§ Brief: Every record below needs to be retyped exactly as it appears.

┌─ Source material

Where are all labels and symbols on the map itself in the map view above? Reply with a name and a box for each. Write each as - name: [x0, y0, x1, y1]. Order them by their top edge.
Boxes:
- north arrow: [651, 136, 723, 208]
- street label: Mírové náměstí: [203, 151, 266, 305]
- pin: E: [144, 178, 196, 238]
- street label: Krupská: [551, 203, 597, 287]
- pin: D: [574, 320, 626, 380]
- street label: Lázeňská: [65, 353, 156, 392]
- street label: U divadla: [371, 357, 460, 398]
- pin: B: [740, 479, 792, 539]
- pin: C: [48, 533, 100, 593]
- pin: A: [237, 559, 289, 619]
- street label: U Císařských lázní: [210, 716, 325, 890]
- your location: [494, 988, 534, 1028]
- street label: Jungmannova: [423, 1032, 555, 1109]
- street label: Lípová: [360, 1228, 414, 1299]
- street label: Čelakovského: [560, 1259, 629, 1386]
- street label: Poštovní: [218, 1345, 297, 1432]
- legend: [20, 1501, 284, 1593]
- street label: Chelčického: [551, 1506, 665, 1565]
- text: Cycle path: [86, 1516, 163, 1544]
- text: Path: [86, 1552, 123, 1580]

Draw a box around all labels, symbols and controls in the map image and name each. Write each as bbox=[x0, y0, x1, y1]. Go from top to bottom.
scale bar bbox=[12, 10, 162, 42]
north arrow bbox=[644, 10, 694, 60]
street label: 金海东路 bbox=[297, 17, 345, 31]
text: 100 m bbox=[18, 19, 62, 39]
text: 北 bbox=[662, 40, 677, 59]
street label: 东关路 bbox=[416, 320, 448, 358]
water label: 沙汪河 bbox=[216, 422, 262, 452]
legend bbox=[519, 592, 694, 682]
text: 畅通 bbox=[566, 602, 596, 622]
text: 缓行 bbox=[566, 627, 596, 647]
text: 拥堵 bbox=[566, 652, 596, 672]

└─

§ Task solution:
Where are all labels and symbols on the map itself in the map view above? Reply with a name and a box for each. Write each as - name: [x0, y0, x1, y1]. Order them by their top edge.
Boxes:
- north arrow: [651, 136, 723, 208]
- street label: Mírové náměstí: [203, 151, 266, 305]
- pin: E: [144, 178, 196, 238]
- street label: Krupská: [551, 203, 597, 287]
- pin: D: [574, 320, 626, 380]
- street label: Lázeňská: [65, 353, 156, 392]
- street label: U divadla: [371, 357, 460, 398]
- pin: B: [740, 479, 792, 539]
- pin: C: [48, 533, 100, 593]
- pin: A: [237, 559, 289, 619]
- street label: U Císařských lázní: [210, 716, 325, 890]
- your location: [494, 988, 534, 1028]
- street label: Jungmannova: [423, 1032, 555, 1109]
- street label: Lípová: [360, 1228, 414, 1299]
- street label: Čelakovského: [560, 1259, 629, 1386]
- street label: Poštovní: [218, 1345, 297, 1432]
- legend: [20, 1501, 284, 1593]
- street label: Chelčického: [551, 1506, 665, 1565]
- text: Cycle path: [86, 1516, 163, 1544]
- text: Path: [86, 1552, 123, 1580]

Draw a box around all labels, symbols and controls in the map image and name each. Write each as bbox=[x0, y0, x1, y1]. Go from top to bottom.
scale bar bbox=[12, 10, 162, 42]
north arrow bbox=[644, 10, 694, 60]
street label: 金海东路 bbox=[297, 17, 345, 31]
text: 100 m bbox=[18, 19, 62, 39]
text: 北 bbox=[662, 40, 677, 59]
street label: 东关路 bbox=[416, 320, 448, 358]
water label: 沙汪河 bbox=[216, 422, 262, 452]
legend bbox=[519, 592, 694, 682]
text: 畅通 bbox=[566, 602, 596, 622]
text: 缓行 bbox=[566, 627, 596, 647]
text: 拥堵 bbox=[566, 652, 596, 672]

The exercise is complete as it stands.